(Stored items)
=====
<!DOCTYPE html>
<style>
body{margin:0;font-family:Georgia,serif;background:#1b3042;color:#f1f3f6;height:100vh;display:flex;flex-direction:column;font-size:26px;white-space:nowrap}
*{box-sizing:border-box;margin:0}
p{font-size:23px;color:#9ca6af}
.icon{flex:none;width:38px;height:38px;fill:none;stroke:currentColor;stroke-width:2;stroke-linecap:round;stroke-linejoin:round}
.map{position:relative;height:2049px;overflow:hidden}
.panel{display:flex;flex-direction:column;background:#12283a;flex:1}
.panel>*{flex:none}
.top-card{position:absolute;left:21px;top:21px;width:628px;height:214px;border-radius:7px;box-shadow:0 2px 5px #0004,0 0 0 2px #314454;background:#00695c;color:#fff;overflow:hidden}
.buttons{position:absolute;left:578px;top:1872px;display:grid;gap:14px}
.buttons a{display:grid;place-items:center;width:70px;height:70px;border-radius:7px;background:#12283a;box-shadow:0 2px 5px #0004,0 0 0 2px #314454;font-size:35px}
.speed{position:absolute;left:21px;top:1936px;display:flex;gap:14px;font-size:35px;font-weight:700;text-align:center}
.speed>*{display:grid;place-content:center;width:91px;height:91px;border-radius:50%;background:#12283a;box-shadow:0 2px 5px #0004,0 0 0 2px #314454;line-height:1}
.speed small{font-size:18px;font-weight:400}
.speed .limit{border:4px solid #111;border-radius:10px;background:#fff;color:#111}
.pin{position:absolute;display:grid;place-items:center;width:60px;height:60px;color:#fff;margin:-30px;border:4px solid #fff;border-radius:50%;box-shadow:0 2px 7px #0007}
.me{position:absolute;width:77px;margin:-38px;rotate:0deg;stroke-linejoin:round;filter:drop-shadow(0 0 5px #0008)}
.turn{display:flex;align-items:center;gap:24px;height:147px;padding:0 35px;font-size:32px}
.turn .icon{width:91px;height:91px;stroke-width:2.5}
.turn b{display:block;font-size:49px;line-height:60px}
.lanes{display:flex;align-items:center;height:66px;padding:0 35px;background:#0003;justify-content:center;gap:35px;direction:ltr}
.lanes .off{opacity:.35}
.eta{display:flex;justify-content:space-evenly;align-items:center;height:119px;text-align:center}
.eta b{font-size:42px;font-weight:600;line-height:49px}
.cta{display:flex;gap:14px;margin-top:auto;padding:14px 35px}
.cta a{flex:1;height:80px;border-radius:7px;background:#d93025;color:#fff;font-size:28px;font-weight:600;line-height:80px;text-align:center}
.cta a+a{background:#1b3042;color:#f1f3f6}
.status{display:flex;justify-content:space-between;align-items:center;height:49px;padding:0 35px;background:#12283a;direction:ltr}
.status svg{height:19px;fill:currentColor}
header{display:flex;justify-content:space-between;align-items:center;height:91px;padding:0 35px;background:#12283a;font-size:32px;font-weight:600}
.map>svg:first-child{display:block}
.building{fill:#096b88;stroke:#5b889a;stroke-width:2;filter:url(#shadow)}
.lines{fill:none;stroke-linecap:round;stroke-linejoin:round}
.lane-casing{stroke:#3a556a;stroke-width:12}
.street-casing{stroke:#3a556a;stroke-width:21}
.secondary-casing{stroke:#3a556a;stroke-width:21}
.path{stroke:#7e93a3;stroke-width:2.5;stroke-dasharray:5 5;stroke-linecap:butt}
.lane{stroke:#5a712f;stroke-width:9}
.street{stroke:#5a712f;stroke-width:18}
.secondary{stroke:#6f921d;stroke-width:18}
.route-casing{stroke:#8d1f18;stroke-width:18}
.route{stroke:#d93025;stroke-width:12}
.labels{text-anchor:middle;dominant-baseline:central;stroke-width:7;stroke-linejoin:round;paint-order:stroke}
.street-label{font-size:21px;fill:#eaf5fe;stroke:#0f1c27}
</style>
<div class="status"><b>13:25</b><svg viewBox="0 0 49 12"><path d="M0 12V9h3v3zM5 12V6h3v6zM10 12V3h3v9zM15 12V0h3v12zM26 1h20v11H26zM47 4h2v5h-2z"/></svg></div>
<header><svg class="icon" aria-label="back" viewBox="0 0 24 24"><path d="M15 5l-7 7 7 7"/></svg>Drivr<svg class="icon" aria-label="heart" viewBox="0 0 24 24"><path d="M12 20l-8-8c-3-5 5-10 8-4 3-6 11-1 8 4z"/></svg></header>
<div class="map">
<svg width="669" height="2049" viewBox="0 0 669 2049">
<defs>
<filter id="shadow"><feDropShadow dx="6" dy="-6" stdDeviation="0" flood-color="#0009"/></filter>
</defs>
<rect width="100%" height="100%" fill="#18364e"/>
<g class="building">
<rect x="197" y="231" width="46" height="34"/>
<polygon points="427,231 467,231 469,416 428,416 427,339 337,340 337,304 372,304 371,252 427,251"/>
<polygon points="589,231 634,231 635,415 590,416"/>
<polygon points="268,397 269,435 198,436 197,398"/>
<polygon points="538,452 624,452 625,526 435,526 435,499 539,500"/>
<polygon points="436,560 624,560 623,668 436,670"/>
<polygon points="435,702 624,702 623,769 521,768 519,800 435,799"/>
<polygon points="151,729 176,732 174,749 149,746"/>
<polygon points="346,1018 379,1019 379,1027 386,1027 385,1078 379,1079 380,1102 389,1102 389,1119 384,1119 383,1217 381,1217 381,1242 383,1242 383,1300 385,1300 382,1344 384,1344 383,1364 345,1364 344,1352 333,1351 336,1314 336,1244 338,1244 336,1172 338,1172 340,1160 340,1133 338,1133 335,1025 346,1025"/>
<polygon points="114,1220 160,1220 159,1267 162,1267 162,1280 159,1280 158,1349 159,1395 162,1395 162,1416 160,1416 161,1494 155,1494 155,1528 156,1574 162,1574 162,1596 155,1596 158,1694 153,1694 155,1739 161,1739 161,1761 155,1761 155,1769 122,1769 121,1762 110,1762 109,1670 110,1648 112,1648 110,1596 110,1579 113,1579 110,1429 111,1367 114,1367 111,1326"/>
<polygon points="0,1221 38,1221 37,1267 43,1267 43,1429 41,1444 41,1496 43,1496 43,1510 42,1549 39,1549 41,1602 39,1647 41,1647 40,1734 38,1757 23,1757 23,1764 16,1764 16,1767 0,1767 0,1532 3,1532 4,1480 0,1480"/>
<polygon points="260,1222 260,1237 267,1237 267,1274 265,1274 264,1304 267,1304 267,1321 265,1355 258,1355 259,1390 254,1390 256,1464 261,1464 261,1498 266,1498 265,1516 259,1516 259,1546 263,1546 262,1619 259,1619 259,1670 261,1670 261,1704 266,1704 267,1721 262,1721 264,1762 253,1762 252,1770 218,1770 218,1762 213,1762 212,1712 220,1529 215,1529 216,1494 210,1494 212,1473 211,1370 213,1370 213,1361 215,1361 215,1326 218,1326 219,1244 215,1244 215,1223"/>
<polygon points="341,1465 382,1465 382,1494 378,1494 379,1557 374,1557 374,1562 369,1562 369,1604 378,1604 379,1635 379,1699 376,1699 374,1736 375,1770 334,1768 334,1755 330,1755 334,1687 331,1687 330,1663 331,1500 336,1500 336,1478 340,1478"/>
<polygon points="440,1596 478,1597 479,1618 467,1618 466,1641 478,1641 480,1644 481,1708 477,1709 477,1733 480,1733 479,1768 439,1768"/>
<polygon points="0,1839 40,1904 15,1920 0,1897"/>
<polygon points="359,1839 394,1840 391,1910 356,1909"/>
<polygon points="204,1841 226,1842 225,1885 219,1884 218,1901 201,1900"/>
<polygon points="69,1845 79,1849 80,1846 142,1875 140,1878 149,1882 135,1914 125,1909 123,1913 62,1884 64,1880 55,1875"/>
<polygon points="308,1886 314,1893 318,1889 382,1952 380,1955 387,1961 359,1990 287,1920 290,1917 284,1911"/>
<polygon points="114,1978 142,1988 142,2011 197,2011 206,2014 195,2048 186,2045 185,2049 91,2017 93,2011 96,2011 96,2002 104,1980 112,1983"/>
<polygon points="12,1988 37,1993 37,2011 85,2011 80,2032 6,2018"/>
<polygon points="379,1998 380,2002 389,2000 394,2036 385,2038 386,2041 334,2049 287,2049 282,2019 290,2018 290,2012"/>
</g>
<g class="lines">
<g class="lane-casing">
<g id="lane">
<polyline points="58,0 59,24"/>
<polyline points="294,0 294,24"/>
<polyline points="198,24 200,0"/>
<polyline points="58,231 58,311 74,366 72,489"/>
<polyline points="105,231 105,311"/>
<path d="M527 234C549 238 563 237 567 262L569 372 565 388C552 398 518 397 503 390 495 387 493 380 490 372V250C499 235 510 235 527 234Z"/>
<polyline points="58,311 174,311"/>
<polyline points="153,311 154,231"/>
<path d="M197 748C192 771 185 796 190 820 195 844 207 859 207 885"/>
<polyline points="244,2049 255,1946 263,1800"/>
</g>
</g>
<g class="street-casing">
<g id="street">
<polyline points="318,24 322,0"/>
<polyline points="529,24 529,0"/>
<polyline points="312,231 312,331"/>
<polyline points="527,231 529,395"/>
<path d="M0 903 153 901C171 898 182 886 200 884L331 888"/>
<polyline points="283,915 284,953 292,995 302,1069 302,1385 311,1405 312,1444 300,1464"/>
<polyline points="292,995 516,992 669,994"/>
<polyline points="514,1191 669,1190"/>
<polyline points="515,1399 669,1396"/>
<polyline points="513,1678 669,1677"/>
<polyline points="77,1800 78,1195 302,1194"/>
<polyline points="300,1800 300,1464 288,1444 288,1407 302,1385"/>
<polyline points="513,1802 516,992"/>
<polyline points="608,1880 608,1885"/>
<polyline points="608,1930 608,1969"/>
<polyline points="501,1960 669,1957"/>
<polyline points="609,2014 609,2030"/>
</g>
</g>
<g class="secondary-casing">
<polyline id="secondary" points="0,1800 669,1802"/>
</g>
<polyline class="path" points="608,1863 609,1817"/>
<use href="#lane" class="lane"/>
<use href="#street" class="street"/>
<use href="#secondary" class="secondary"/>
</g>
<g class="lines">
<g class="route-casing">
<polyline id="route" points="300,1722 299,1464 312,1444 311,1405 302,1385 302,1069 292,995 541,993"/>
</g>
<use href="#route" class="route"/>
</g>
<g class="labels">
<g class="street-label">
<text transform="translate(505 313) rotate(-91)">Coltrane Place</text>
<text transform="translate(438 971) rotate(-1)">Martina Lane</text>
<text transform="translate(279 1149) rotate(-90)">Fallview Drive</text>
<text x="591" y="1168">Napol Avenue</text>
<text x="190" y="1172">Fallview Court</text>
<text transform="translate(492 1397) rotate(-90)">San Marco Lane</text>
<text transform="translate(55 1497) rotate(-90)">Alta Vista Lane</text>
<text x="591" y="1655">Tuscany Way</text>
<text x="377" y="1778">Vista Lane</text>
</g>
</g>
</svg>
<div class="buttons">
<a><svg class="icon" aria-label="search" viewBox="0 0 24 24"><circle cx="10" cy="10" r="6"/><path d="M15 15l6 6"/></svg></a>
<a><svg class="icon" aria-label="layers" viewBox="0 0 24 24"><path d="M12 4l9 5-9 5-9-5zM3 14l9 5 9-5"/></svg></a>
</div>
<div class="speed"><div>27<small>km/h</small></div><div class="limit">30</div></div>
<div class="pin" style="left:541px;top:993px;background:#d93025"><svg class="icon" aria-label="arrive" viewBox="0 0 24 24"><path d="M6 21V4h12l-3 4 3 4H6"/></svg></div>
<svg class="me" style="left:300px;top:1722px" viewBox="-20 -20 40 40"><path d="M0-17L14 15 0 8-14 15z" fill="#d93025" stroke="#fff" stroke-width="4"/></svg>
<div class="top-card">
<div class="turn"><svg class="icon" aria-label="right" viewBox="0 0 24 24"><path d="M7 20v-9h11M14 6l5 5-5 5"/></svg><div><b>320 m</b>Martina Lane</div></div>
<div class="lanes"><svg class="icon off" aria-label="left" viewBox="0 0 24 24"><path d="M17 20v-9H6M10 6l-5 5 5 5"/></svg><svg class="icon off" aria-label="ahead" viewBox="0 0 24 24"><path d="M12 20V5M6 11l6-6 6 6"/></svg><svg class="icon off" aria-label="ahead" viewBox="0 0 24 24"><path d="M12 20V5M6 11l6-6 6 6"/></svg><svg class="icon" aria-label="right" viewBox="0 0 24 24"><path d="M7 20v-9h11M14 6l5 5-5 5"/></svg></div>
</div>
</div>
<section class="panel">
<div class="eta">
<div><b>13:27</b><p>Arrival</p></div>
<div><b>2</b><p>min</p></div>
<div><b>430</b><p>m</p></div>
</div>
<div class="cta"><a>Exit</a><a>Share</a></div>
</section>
=====
● **DESCRIPTION OF THE TASK**
Work through the entries, filtering for the string "solid", and copy each line that holds it.

● **ANSWER BOX**
.speed .limit{border:4px solid #111;border-radius:10px;background:#fff;color:#111}
.pin{position:absolute;display:grid;place-items:center;width:60px;height:60px;color:#fff;margin:-30px;border:4px solid #fff;border-radius:50%;box-shadow:0 2px 7px #0007}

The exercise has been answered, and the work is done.